On March 18, 2018 in Tempe, Arizona, a self-driving vehicle owned by Uber fatally hit a pedestrian. Who is at fault? “Handoff/handover” issues make human-assisted Autonomous Vehicles (AV) more accident prone than fully-AV systems. People within the automotive industry know this, but most AV tests currently being conducted rely on a human assistant in the driver seat, given the ridiculous task of taking over the car in the case of an emergency. We get the worst of all worlds: rely on automation to reduce the demands on your attention, but remain vigilant at all times; you may be called upon to make life-saving decisions instantaneously without having vital sensory context; all in service of developing a system that in theory will not be nearly as safe as one that is fully automated.
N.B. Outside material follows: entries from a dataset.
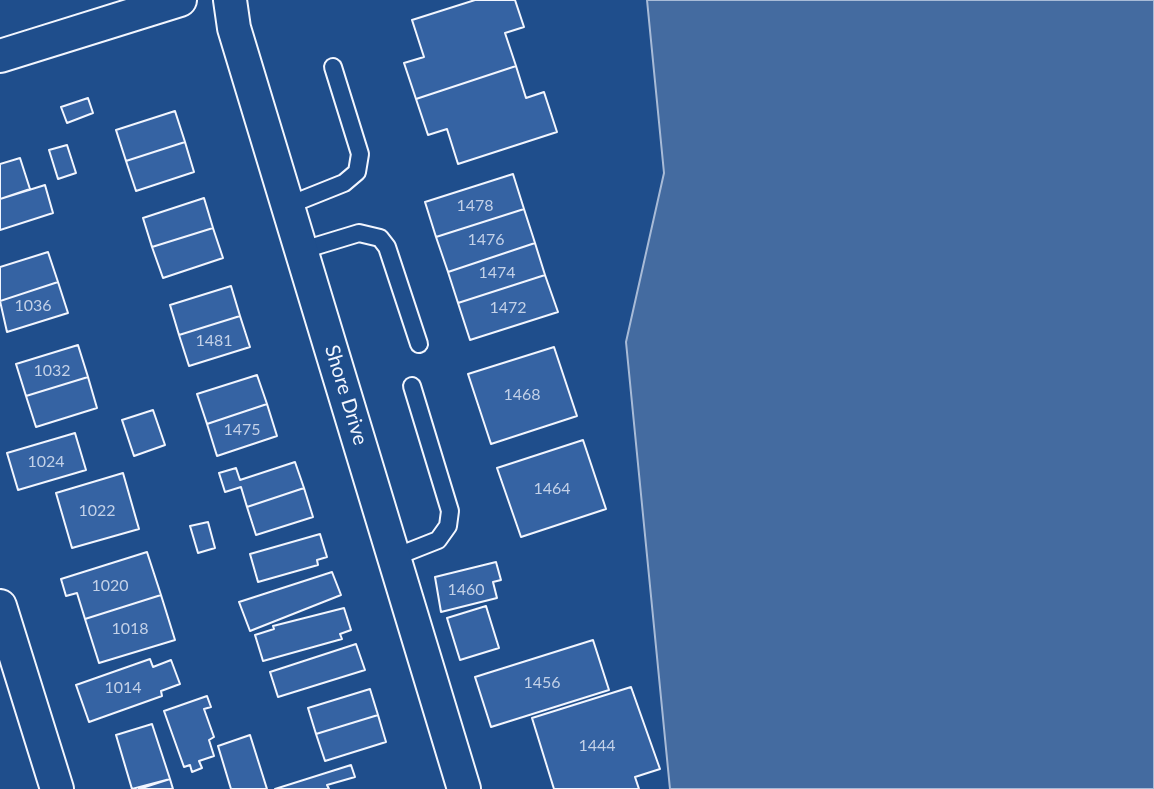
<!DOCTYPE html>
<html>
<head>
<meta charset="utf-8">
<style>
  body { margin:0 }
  canvas { display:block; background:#1f4e8c }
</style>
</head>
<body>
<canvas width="1154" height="789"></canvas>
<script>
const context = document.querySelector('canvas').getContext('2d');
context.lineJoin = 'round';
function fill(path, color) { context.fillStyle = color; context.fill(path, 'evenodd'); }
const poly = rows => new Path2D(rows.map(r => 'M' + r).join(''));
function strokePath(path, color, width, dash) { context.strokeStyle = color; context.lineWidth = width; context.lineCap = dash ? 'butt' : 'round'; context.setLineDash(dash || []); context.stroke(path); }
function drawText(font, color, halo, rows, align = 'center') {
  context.font = font + ' Lato,sans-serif'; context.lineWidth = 6; context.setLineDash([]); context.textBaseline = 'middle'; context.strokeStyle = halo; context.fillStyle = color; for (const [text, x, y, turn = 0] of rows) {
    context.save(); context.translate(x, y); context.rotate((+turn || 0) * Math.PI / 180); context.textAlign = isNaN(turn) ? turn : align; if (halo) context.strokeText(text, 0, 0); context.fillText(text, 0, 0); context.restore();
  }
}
const water = poly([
  [647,0,1154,0,1154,789,670,789,626,342,664,173,647,0]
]);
fill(water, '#446ba0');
strokePath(water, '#a8bbd7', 2);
const building = poly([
  [475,0,515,0,524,27,505,33,516,66,416,99,404,63,424,57,412,20,475,0],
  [516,66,526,98,544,92,557,132,458,164,447,129,428,135,416,99,516,66],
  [88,98,93,113,67,123,61,107,88,98],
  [175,111,185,142,126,161,116,130,175,111],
  [185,142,194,172,136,191,126,161,185,142],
  [67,145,76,173,58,179,49,150,67,145],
  [20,158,30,189,0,199,0,164,20,158],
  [513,174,524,209,436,237,425,202,513,174],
  [45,185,53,213,0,230,0,199,45,185],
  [204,198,213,228,152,247,143,218,204,198],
  [524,209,535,243,448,272,436,237,524,209],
  [213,228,223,258,163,278,152,247,213,228],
  [535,243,545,275,458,303,448,272,535,243],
  [48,252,58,282,0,301,0,267,48,252],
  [545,275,558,312,470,340,458,303,545,275],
  [58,282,68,313,7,332,0,301,58,282],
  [231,286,240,316,179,335,170,305,231,286],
  [240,316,250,347,189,366,179,335,240,316],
  [78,345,88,377,26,396,16,364,78,345],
  [554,347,577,416,491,444,468,374,554,347],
  [257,375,267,404,207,424,197,394,257,375],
  [88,377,97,408,36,427,26,396,88,377],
  [267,404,277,436,217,456,207,424,267,404],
  [153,410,165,445,134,456,122,420,153,410],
  [75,433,86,470,18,490,7,453,75,433],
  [583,440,606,509,521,537,497,468,583,440],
  [295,462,304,488,247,507,241,487,225,492,219,473,236,468,240,480,295,462],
  [123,473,139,529,72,548,56,493,123,473],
  [304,488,313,517,256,535,247,507,304,488],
  [208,522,215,548,198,553,190,526,208,522],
  [320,534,327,557,317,560,318,565,258,582,250,554,320,534],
  [147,552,161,595,85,619,77,593,66,596,61,579,147,552],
  [496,562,501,580,493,582,497,598,441,612,435,577,496,562],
  [332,572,341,595,250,631,239,602,332,572],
  [161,595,175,640,99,663,85,619,161,595],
  [486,606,499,648,460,660,447,618,486,606],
  [344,608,351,630,340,634,342,639,263,661,255,635,274,629,273,626,344,608],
  [593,640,609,690,491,727,475,677,593,640],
  [356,644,365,670,278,697,270,672,356,644],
  [150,659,153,667,171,660,180,684,161,691,162,696,89,722,76,685,150,659],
  [631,687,660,769,635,777,639,789,554,789,532,718,631,687],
  [370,689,378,715,316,734,308,708,370,689],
  [207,696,211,707,204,709,214,737,209,740,214,756,199,761,202,768,192,772,190,765,184,767,164,711,207,696],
  [378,715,386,742,325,761,316,734,378,715],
  [152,724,170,779,132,789,116,735,152,724],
  [250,735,267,789,231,789,218,746,250,735],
  [351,765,355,777,327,785,329,789,275,789,351,765],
  [170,779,173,789,139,789,170,779]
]);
fill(building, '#3563a3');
strokePath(building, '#f2f6ff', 2);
const lane = poly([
  [289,205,344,183,357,172,360,154,333,67],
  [303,250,359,233,380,238,387,247,419,344],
  [395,557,438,540,448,526,450,511,412,386]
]);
const street = poly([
  [230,0,234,28,464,789],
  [0,56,180,0],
  [0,606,57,789]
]);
strokePath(lane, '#f2f6ff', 20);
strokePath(street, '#f2f6ff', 36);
strokePath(lane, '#1f4e8c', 16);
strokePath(street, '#1f4e8c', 32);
drawText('16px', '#c3d1e8', null, [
  ["1478",475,206],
  ["1476",486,240],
  ["1474",497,273],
  ["1036",33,306],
  ["1472",508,308],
  ["1481",214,341],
  ["1032",52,371],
  ["1468",522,395],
  ["1475",242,430],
  ["1024",46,462],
  ["1464",552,489],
  ["1022",97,511],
  ["1020",110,586],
  ["1460",466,590],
  ["1018",130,629],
  ["1456",542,683],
  ["1014",123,688],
  ["1444",597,746]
]);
drawText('20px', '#f2f6ff', '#1f4e8c', [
  ["Shore Drive",346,395,73]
]);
</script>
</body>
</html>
The AV industry suffered a major public relations setback, and the race is on to find who is at fault for this and similar incidents as they grab the headlines. This doesn't help anyone, least of all the engineers building the system. Engineering teams working on complex systems operate at their best within a context that has no valence for fault. This isn't a rebuke of responsibility or ethical consequences; quite the opposite. Holistic understanding of complexity transcends arbitrary attributions.

Who is at fault? In a complex system, no one is at fault. In order to unlock the potential of high performance teams and organizations (large teams) we need to internalize the fact that no one is at fault. Only after that can we make the changes that will have the greatest impact on improving the outcomes of complex systems.

Learning objectives include counter-intuitive gems like:

  • Simple systems are not safer; reducing the complexity in a system is usually a bad idea.
  • Complex systems are easier to optimize through verification rather than validation; whether a system works is more important to measure than how it works.
  • Testing and experimentation are not the same thing, and we all might want to get more comfortable with experimentation as all systems tend toward increasing complexity.
  • Redundancy and workload margin aren't safety strategies; systems will eat the redundancy in silence, masking hazards as they grow.
  • Efficiency is brittle; high performance teams operate with inefficiency.
  • Put-them-through training as an incident response is an organizational odor; you can't train your way to better alignment.

Most important theme: it really, really isn't anyone's fault when something goes wrong in a complex system. Root cause is a lie; avoiding blame in postmortems isn't a reprieve by the grace of management; the whole concept of fault is a cognitive error in situational analysis.